Qu’a apporté Tesla en termes de technologie ? C’est la première question à se poser. Et pour y répondre, il faut remonter aux origines de la marque. Quand Tesla Motors est fondée en 2003 par Martin Eberhard et Marc Tarpenning, ces derniers n’ont ni usine, ni chaîne de production. Ils ont une idée et surtout une manière  différente de voir les choses. Quand ils imaginent la manière dont on doit penser le futur de la voiture électrique, il ne s'agit pas de transformer une voiture classique en véhicule électrique mais de penser une voiture autour d’une batterie. Il ne s’agit pas d’être un constructeur automobile mais une entreprise technologique qui construit une voiture.

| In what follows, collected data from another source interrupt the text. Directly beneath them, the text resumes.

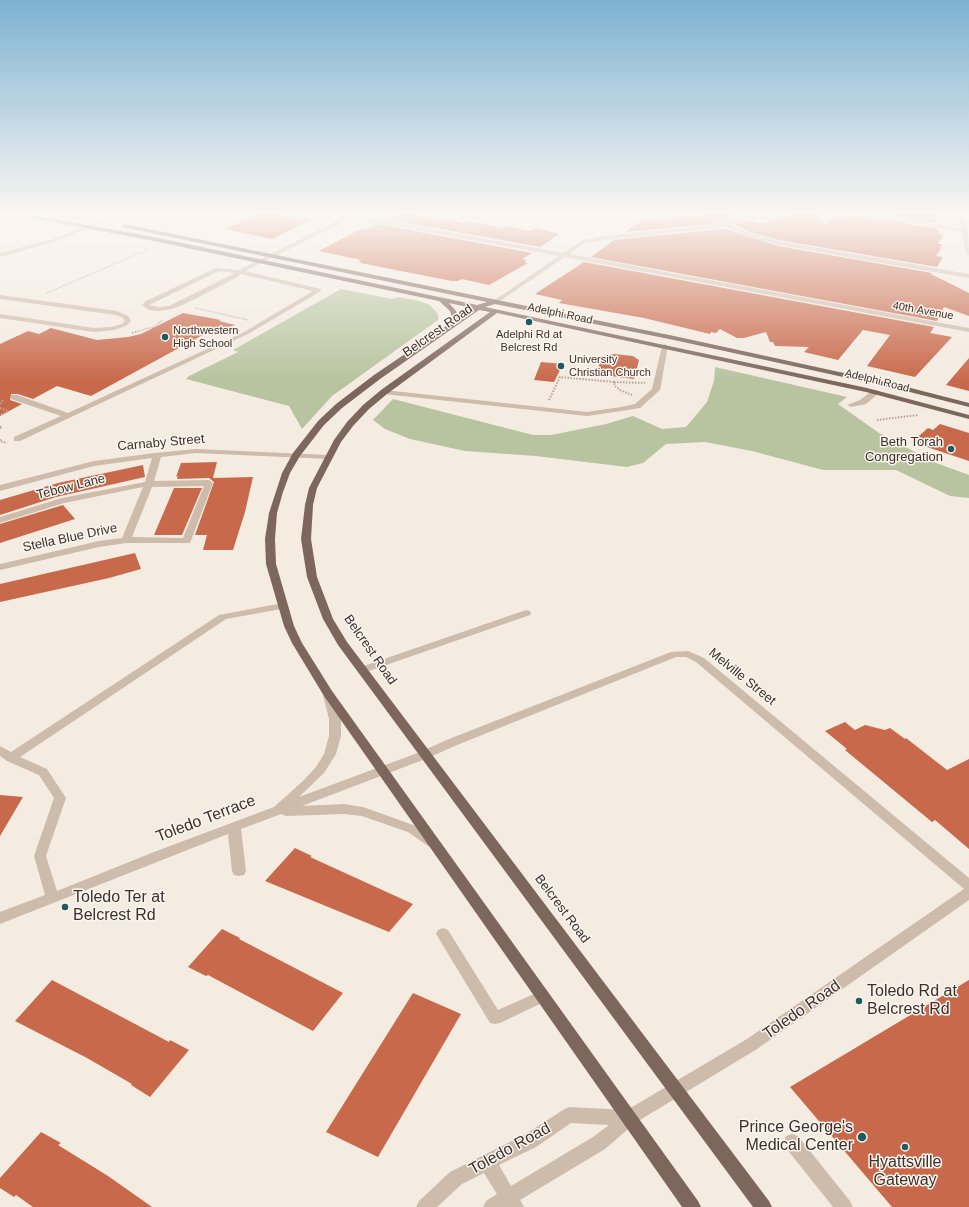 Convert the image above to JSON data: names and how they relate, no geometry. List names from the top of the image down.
{
  "streets": {
    "main road": ["Adelphi Road", "Belcrest Road"],
    "street": [
      "40th Avenue",
      "Carnaby Street",
      "Tebow Lane",
      "Stella Blue Drive",
      "Melville Street",
      "Toledo Terrace",
      "Toledo Road"
    ]
  },
  "crossings": [
    ["Adelphi Road", "Belcrest Road"],
    ["Belcrest Road", "Carnaby Street"],
    ["Belcrest Road", "Melville Street"],
    ["Belcrest Road", "Toledo Terrace"],
    ["Belcrest Road", "Toledo Road"],
    ["Carnaby Street", "Stella Blue Drive"],
    ["Tebow Lane", "Stella Blue Drive"],
    ["Melville Street", "Toledo Terrace"]
  ],
  "places": [
    "Adelphi Rd at Belcrest Rd",
    "Northwestern High School",
    "University Christian Church",
    "Beth Torah Congregation",
    "Toledo Ter at Belcrest Rd",
    "Toledo Rd at Belcrest Rd",
    "Prince George's Medical Center",
    "Hyattsville Gateway"
  ]
}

Ça n’a l’air de rien mais ça change tout. Car cette démarche, moquée à ses débuts, a obligé tout un secteur à courir après Tesla alors que jusqu’à présent, il avait tout fait pour le tuer dans l’œuf. En effet, dans les années 90, General Motors avait inventé la première voiture électrique moderne et produite en série, la EV1. Elle est très moche mais on croit à une révolution d’autant que l’Etat de Californie a pris des mesures pour inciter à la production de véhicules à zéro émission de carbone.

Martin Eberhard et Marc Tarpenning aka les vrais boss de Tesla

Mais tout cela ne va pas dans le sens du lobby automobile. Résultat : GM met fin brutalement à la production de son EV1 et la Californie finit par revoir ses ambitions à la baisse. On se dit que la voiture électrique, ce n’est pas pour tout de suite. Mais c’est le moment où Tesla arrive. 

Pour parvenir à leurs fins, Martin Eberhard et Marc Tarpenning vont partir d’une obscure voiture électrique produite à la main, la T-Zero, mais avec un moteur puissant et une batterie lithium-ion prometteuse, de même nature que celles utilisées pour nos ordinateurs, qu’on pouvait recharger à partir d’une prise électrique normale.

Ils vont ensuite adapter cette technologie à Lotus pour produire la première Roadster. Mais cette expérience va apprendre à Tesla qu’il vaut mieux tout repenser plutôt que de partir de l’existant.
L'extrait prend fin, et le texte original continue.